Four weeks after discharge, the patient had visual acuity of 20/20 with slightly diminished colour vision in each eye. An incongruous, left homonymous hemianopia remained (fig 2B–C), but as this visual field deficit was scotomatous rather than absolute, the patient had been able to return to driving and was now able to perform all of the activities of daily living. MRI 6 weeks after discharge showed no evidence of enhancement or mass effect in the paraclinoid or suprasellar region (fig 1B). Two years after discharge and without further treatment, the patient remains well with stable vision and visual fields (fig 2D).

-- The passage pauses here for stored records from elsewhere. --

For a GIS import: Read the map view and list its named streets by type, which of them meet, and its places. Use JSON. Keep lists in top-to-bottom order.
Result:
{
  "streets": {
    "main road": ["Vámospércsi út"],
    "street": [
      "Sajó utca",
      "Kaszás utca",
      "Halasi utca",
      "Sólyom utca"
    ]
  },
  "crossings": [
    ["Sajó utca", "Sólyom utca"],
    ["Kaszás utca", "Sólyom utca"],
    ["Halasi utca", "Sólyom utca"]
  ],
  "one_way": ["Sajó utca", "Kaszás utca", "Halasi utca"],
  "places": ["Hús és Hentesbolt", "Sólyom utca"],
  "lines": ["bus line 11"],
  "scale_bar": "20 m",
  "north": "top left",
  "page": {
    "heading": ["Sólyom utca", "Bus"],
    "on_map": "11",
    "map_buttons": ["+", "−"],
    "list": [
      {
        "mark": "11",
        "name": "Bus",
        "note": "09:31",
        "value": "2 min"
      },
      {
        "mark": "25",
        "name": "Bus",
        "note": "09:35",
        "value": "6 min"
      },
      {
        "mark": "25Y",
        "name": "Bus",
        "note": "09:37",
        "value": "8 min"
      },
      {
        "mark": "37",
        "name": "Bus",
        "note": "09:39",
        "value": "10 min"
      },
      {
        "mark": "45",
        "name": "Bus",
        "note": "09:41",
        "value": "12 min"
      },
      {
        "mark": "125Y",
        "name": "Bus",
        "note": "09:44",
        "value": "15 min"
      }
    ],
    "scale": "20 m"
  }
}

Reinforcement of unclippable intracranial aneurysms with autologous or alloplastic materials was proposed over 80 years ago, with subsequent studies showing that only a subset of these materials produce the desired local effect.1 Unfortunately, some patients in whom this treatment is used develop visual loss, occasionally several months or years after the surgery.6–9 Although both ischaemia and infection are thought to be inciting factors in some cases,10 most cases appear to result from an inflammatory reaction to the material used to wrap the aneurysm.6,7 The reason that the material incites such a reaction is unknown.
High quality MRI permits recognition of the inflammatory process that usually is found in cases of vision loss.3,4 Unlike in recent reports,2–4,6 our patient presented with a markedly enhancing bilateral process that, after corticosteroid treatment, diminished greatly in both size and degree of contrast enhancement, providing an anatomical correlate with the functional improvement demonstrated clinically. In our patient, therapy was initiated approximately 2 months after the visual loss ensued, as was treatment in the other cases where no diminution of the inflammatory mass was seen. Thus, as noted by others,6 it seems clear that some patients recover spontaneously, some improve with steroid treatment, some improve with surgery, and some do not improve regardless of treatment.
To date, there has been no reported demonstration by MRI of size reduction of the inflammatory mass after medical therapy alone. We demonstrate here that cotton associated inflammation may respond dramatically to anti-inflammatory therapy both clinically and by neuroimaging. Furthermore, this case suggests that wrapping of intracranial aneurysms with cotton or cotton products reinforced with fibrin glue is justified when no suitable alternative exists, and that treatment with corticosteroids should be pursued aggressively should visual loss and imaging evidence of postoperative inflammation result, as non-surgical treatment may result in both anatomical and functional improvement. Should this treatment be unsuccessful, a neurosurgeon should be prepared to explore the patient and attempt debridement of the inflammatory process.